Work to complete = Search the entries below for the word "list", then copy each line in which it is found.

Collected data =
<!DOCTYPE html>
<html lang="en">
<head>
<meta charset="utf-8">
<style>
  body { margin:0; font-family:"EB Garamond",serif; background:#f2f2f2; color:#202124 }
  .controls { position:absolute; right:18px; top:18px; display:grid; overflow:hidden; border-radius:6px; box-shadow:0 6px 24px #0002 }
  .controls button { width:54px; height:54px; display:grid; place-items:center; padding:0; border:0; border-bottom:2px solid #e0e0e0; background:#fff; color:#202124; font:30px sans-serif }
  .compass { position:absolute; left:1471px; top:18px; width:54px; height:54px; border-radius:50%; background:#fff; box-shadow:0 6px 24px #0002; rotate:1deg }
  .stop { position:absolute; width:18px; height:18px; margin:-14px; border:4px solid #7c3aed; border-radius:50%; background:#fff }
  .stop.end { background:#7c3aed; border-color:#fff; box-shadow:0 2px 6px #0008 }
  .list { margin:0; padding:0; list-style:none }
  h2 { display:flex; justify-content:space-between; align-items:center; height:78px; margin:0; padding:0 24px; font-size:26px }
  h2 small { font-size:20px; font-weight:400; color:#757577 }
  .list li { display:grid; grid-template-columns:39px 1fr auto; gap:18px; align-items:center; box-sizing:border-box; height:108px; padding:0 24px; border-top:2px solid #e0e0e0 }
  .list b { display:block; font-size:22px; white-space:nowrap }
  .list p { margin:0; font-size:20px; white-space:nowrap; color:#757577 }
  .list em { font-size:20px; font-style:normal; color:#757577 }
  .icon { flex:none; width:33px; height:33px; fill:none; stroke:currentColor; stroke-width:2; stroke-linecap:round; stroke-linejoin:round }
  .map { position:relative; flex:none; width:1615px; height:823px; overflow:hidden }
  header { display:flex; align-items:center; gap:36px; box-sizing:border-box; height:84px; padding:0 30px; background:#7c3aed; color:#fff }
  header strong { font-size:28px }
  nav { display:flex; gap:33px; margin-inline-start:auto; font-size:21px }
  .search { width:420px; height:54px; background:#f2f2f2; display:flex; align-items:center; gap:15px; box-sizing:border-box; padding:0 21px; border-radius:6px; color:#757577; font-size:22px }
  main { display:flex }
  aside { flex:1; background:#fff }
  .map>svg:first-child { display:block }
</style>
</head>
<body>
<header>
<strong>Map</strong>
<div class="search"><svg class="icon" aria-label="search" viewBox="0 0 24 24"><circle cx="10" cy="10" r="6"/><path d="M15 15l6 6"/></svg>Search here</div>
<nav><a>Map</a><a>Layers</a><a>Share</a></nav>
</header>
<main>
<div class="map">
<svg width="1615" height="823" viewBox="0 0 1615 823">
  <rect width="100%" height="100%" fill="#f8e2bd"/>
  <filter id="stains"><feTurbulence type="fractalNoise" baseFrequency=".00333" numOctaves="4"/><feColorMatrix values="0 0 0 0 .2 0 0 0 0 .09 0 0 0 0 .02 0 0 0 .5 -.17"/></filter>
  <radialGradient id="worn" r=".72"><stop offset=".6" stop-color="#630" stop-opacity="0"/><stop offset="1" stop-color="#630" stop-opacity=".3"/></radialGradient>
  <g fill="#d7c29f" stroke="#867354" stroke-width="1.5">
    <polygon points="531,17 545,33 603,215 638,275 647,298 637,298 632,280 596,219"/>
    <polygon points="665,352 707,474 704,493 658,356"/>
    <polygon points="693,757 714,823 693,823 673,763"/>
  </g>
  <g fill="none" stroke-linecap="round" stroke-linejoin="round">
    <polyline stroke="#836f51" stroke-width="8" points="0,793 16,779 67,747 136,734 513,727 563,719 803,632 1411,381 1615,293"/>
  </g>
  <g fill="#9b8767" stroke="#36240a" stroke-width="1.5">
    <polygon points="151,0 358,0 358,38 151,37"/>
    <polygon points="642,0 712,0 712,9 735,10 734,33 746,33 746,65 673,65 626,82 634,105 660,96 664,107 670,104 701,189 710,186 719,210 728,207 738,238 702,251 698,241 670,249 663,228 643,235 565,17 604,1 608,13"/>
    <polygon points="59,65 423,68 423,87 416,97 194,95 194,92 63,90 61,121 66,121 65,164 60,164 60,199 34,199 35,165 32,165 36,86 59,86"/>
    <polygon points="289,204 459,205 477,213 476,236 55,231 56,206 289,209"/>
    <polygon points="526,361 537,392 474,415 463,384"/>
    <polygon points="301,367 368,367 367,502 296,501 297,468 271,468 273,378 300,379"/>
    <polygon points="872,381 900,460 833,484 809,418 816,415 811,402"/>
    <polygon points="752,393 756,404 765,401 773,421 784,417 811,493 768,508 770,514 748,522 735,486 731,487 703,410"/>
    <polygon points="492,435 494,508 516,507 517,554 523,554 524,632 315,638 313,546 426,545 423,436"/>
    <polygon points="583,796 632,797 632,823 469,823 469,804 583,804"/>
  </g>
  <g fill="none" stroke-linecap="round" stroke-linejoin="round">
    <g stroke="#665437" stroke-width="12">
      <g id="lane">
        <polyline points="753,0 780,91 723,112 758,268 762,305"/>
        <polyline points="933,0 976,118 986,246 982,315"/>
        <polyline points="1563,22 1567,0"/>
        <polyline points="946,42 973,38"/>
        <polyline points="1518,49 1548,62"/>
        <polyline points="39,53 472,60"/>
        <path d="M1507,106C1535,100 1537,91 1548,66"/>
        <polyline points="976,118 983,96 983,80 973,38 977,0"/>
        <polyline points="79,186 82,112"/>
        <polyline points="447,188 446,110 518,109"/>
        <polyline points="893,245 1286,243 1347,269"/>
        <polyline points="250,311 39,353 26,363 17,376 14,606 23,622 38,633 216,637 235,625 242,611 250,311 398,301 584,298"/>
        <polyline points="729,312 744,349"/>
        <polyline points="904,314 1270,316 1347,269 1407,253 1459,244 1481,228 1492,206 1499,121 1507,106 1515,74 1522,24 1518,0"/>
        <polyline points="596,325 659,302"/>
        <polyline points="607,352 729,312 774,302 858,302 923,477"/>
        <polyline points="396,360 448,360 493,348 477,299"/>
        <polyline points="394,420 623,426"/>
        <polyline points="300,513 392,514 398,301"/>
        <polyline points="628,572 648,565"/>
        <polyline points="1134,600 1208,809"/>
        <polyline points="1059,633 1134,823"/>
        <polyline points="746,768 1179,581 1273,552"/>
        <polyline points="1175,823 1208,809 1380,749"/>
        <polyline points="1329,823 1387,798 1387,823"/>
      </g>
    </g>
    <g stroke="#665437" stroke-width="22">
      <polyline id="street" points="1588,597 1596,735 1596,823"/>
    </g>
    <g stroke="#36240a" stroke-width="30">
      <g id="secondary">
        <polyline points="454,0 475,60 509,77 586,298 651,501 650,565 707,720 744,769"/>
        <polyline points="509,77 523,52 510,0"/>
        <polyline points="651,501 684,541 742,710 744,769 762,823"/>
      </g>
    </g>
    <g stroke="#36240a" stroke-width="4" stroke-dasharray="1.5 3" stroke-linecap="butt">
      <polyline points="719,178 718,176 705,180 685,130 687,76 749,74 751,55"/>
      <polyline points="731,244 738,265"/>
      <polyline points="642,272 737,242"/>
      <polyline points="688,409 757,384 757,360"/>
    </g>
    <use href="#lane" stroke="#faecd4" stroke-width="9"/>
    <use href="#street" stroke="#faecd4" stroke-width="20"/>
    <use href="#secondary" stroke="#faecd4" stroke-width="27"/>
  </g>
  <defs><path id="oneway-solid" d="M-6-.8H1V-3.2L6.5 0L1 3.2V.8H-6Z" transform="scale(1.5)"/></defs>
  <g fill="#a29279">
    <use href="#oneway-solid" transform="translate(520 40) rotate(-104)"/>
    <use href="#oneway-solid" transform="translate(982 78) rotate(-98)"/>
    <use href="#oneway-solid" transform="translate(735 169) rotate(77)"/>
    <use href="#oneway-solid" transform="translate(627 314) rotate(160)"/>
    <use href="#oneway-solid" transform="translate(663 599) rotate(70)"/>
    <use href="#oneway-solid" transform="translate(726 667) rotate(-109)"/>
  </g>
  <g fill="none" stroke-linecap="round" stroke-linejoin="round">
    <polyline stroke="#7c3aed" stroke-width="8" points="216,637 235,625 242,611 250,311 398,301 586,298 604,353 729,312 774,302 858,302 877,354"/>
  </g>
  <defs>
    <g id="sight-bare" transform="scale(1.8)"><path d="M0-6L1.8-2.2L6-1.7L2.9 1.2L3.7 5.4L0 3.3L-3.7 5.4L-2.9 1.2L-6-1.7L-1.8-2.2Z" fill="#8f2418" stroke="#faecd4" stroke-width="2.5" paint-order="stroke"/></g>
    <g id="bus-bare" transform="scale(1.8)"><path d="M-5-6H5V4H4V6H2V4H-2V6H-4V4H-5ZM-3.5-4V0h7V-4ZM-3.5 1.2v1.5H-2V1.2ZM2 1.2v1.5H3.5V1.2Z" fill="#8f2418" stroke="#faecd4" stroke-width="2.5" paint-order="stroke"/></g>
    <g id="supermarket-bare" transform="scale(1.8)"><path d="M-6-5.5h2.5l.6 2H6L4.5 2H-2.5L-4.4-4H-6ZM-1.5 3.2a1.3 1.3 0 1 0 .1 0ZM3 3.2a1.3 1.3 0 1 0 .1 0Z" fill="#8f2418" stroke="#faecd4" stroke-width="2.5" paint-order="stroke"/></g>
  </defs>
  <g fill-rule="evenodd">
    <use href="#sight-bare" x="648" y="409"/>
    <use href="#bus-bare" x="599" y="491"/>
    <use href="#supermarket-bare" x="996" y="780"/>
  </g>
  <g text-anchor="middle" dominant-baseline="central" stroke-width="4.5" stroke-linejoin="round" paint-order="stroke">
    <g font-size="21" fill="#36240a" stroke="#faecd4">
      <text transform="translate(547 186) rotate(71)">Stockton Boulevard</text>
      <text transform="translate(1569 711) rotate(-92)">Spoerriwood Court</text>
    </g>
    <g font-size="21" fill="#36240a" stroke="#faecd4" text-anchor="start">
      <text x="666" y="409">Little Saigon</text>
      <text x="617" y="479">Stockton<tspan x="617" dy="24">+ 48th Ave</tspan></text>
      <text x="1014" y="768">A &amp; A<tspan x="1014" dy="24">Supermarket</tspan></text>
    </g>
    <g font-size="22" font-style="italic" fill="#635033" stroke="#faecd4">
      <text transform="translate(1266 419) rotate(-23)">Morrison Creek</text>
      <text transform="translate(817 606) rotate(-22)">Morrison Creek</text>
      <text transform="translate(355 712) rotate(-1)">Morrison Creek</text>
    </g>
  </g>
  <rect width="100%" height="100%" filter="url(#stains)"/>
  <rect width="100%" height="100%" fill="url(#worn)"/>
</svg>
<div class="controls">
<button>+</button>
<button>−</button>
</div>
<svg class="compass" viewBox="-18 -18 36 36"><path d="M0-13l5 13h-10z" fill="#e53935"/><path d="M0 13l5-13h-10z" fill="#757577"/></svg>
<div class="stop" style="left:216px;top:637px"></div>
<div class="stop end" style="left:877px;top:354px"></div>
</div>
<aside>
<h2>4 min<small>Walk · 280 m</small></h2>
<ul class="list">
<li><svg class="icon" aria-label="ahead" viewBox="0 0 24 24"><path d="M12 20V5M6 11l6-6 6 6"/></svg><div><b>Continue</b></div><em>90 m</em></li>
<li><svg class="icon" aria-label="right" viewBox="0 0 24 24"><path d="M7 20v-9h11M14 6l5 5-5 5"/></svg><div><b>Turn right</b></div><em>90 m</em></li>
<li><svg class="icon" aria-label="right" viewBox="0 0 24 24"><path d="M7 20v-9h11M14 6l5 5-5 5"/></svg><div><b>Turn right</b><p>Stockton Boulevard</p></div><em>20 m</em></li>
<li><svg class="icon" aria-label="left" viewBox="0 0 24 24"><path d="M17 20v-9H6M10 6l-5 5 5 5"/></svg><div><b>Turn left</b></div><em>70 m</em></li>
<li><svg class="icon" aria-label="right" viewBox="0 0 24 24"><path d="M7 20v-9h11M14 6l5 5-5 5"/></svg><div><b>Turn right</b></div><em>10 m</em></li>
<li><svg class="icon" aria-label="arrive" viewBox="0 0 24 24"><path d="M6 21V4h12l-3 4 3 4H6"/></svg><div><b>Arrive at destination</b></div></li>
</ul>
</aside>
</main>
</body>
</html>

Exercise output =
  .list { margin:0; padding:0; list-style:none }
  .list li { display:grid; grid-template-columns:39px 1fr auto; gap:18px; align-items:center; box-sizing:border-box; height:108px; padding:0 24px; border-top:2px solid #e0e0e0 }
  .list b { display:block; font-size:22px; white-space:nowrap }
  .list p { margin:0; font-size:20px; white-space:nowrap; color:#757577 }
  .list em { font-size:20px; font-style:normal; color:#757577 }
<ul class="list">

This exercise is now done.